Yang pasti semua harus bertanggungjawab atas apa yang terjadi pada remaja-remaja kita. Orang tua yang nota bene sebagai agen sosialisasi yang paling pertama harus mampu menanamkan nilai-nilai yang kuat (baca:keimanan) pada anak-anaknya. Dalam hal ini, proses sosialisasi dalam keluarga (sebagai agen sosialisasi yang peratama)harus sempurna, sehingga pesan-pesan moral yang berasal dari keluarga akan menjadi tameng yang kokoh bagi anak-anak . Pendidikan agama, budi pekerti, teladan yang baik, dan pengawasan, merupakan modal kita dalam mencegah anak-anak kita untuk tidak terjerumus dalam hal-hal yang di benci atau menjadi aib di masyarakat.

Jumat, 19 Februari 2010

Kemiskinan di sekitar kita

Udah lama gak nulis lagi rasanya susah untuk mulainya, tapi sebenarnya kalau kita mau, banyak hal yang bisa kita tulis, karena sekitar kita merupakan sumber yang paling kaya untuk dijadikan referensi tulisan. Contoh kecil saja yang kemarin-kemarin kita dengar tentang misalnya seorang ibu yang tega menjual anak yang masih di dalam kandungannya hanya dengan seharga 2 jt karena dia tidak mampu membayar kontrakan, ada seorang ibu yang meninggalkan anaknya karena ketidak mampuannya membayar hutang dengan salah satu perusahaan PJTKI.
Wah… luar biasa memang… kalau kita selalu melewati hari dengan memperhatikannya seksama kemudian mencoba untuk menuangkannya dalam bentuk coret-coret di…. Katakan hanya selembar kertas, mungkin itu sudah jadi tulisan namanya.
Sama halnya ketika saya keliling-keliling di sekitar perumahan (perumahan?
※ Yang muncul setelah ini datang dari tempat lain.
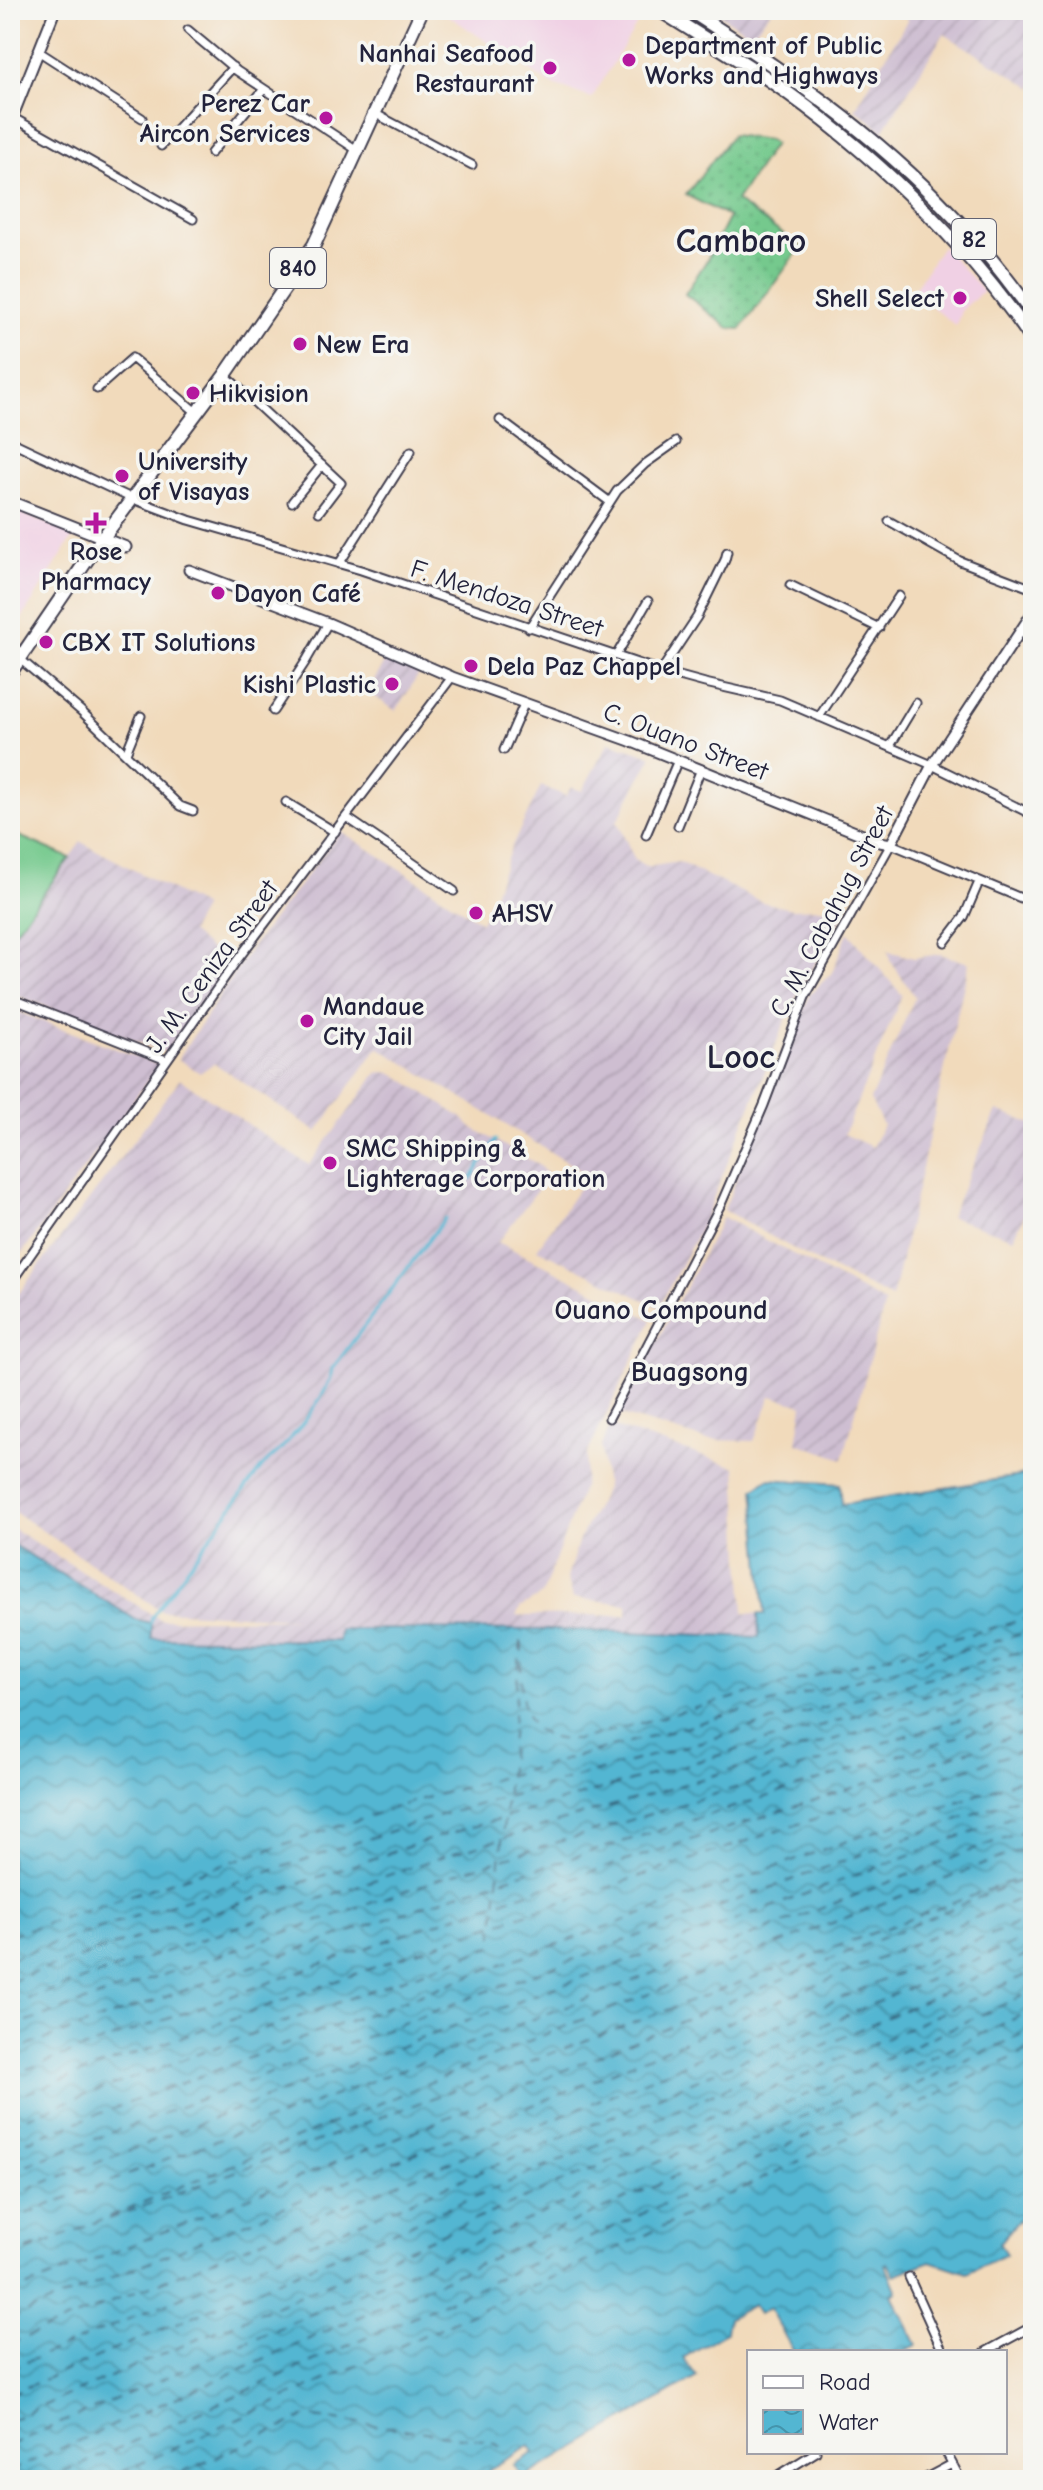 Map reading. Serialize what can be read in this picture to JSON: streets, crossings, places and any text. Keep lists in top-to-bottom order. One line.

Kesannya.....) bersama istri dan kedua anak saya untuk mencari ibu-ibu yang mau kerja di rumah merawat anak-anak saya, wah.... dengan kondisi perkampungan seperti itu (kampung di sebelah ”perumahan” saya), sepertinya bisa dijadikan sumber tulisan. Misalnya saja mengangkat tentang kemiskinan.
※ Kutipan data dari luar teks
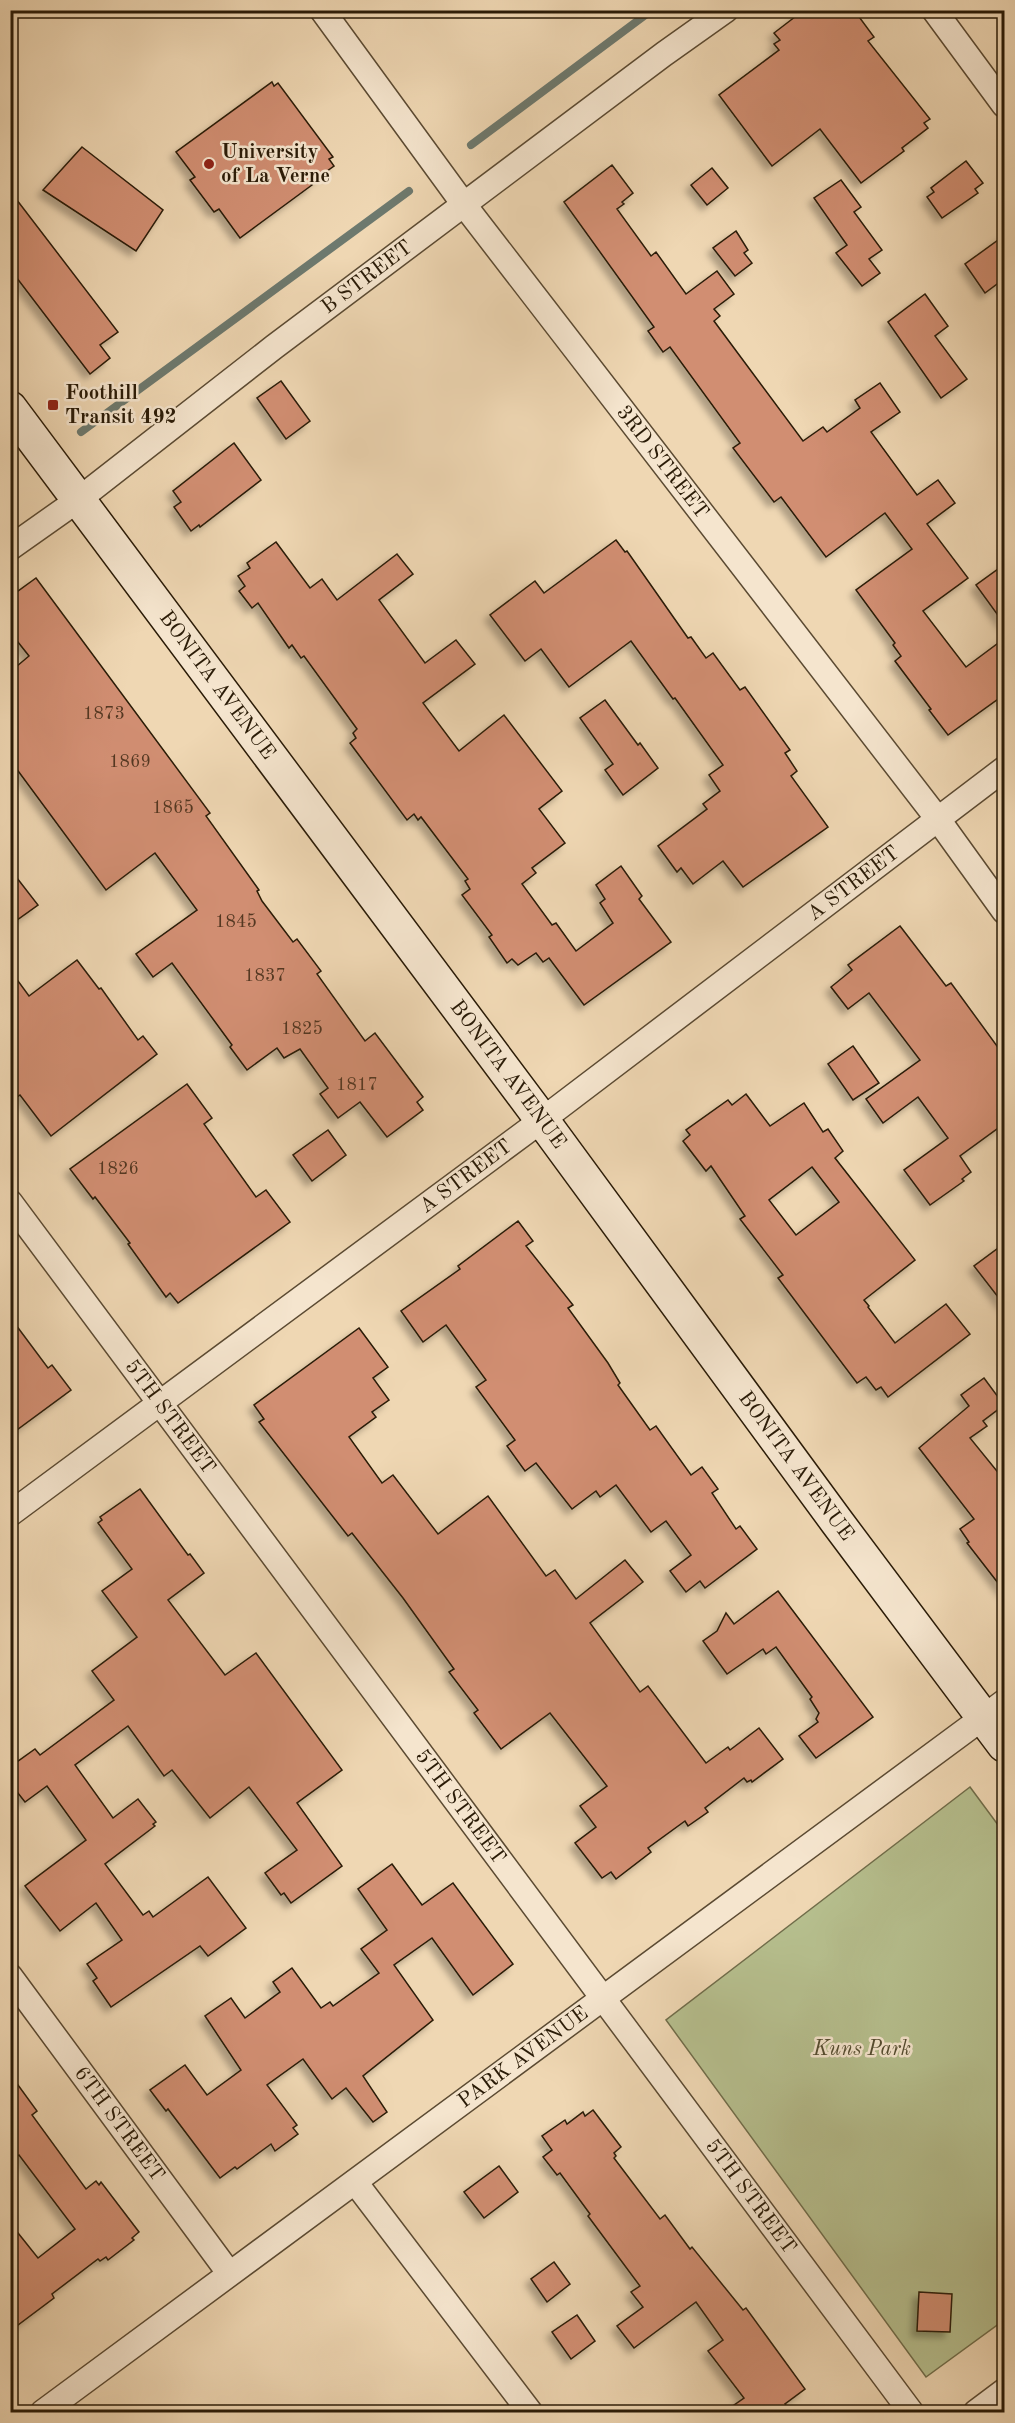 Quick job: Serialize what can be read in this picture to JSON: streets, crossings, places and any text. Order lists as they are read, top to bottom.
{
  "streets": {
    "main road": ["BONITA AVENUE"],
    "street": [
      "B STREET",
      "3RD STREET",
      "A STREET",
      "5TH STREET",
      "PARK AVENUE",
      "6TH STREET"
    ]
  },
  "crossings": [
    ["B STREET", "3RD STREET"],
    ["B STREET", "BONITA AVENUE"],
    ["3RD STREET", "A STREET"],
    ["BONITA AVENUE", "A STREET"],
    ["BONITA AVENUE", "PARK AVENUE"],
    ["A STREET", "5TH STREET"],
    ["5TH STREET", "PARK AVENUE"],
    ["PARK AVENUE", "6TH STREET"]
  ],
  "parks": ["Kuns Park"],
  "places": {
    "other": ["University of La Verne"],
    "transit": ["Foothill Transit 492"]
  },
  "house_numbers": [
    "1873",
    "1869",
    "1865",
    "1845",
    "1837",
    "1825",
    "1817",
    "1826"
  ]
}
Kemiskinan. Ngomong-ngomong tentang kemiskinan, mengingatkan saya pada kalimat yang dikatakan oleh Gandhi, bahwa kemiskinan adalah kekerasan dalam bentuk yang paling buruk. Secara umum kemiskinan bisa diartikan sebagai kekurangan sumber daya material bagi masyarakat. Pelakunya bisa dikatakan seekaligus sebagai korban juga, nah.. disinilah tampak sangat nyata bahwa kemiskinan merupakan momok yang perlu dihindari.
Rendahnya pendapatan, ketiadaan keahlian, tidak ada kebiasaan menabung, peminjaman uang, dan sejenisnya, itu bisa dikatakan suatu tanda dari kebudayaan kemiskinan dilihat dari sudut pandang ekonomi.
Kemiskinan bukan lagi milik perkampungan, kota kecil, bahkan sudah merupakan milik kota-kota besar juga. Tempat tinggal yang padat, malas, bergantung kepada nasib, boros, dan sebagainya, itu merupakan atribut sosial yang melekat pada masyarakat miskin. Di daerah yang tadi saya katakan, kemiskinan bukan lagi isapan jempol semata, rumah-rumahnya sangat padat, penduduknya banyak yang menganggur, hampir tiap pagi berbondong-bondong masuk ke perumahan-perumahan sekitarnya hanya untuk mencari botol plastik atau bekas minuman, kertas-kertas, dan lain lain dari tempat-tempat sampah yang bisa dijual, tukang parkir jalanan, bahkan bisa dikatakan ada yang jadi ”preman”.
Kondisi masyarakat orang miskin itu seperti apa yang digambarkan oleh James Scoot dalam tulisan Koenharibowo pada Jurnal Pendidikan Lingkungan Indonesia, Kemiskinan itu digambarkan sebagai orang yang selamanya berdiri terendam air sampai keleher, sehingga riak kecil pun dapat menenggelamkannya. Kalau kita lihat dan perhatikan apa yang digambarkan oleh James Scoot bahwa posisi orang-orang yang masuk kategori miskin itu serba sulit dan sangat dekat dengan kematian.
Sepertinya kemiskinan itu sudah menjadi permasalahan yang kompleks. Dari tahun ketahun bukannya berkurang justru semakin bertambah. Padahal pemerintah mempunyai konsep yang bisa dikatakan luar biasa dalam menanggulangi kemiskinan. Dari waktu ke waktu dan aneka program telah dilaksanakan oleh berbagai lembaga, katakan saja oleh Departemen Sosial, atau bahkan World Bank. Mulai dari program JPS, Raskin, dan lain sebagainya. Tapi tetap saja yang namanya kemiskinan sulit untuk di....... jangankan di hilangkan, dikurangi saja sulit. Tapi mudah-mudah pemerintah mampu setidaknya meminimalisir angka kemiskinan di negeri ini.
Sebenarnya siapa yang salah, pemerintah pusat, daerah, atau masyarakat itu sendiri?